(SOURCE RECORDS)
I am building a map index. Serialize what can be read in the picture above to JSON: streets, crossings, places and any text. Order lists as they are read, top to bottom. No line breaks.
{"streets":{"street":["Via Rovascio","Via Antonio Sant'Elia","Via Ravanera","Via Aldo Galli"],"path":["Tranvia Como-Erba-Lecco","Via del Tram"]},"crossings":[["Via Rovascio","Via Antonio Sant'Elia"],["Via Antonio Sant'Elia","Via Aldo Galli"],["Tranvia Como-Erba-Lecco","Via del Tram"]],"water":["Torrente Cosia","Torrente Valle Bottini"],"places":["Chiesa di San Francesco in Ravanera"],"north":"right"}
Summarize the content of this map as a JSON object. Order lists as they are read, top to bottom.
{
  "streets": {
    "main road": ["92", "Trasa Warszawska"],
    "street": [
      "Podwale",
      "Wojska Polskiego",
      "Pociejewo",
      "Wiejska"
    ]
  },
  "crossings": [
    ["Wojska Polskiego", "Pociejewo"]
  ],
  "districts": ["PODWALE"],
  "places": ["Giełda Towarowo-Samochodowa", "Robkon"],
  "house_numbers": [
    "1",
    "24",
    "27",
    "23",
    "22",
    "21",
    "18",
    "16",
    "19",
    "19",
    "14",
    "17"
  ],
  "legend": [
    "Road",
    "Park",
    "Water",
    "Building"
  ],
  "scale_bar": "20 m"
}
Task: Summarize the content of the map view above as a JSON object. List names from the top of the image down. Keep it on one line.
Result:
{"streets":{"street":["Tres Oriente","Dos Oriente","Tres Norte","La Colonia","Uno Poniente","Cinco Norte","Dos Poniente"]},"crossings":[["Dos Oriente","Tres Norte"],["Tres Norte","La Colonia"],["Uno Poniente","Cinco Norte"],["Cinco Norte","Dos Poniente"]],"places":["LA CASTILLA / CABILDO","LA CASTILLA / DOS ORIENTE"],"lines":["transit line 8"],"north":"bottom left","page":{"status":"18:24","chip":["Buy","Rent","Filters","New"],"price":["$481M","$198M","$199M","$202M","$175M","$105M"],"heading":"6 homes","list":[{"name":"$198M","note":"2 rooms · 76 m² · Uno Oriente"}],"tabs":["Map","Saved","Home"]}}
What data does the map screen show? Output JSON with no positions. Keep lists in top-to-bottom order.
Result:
(End SOURCE RECORDS)
TASK DESCRIPTION >> Output only the count of lines in the data containing "Keep".

EXPECTED ANSWER >> 2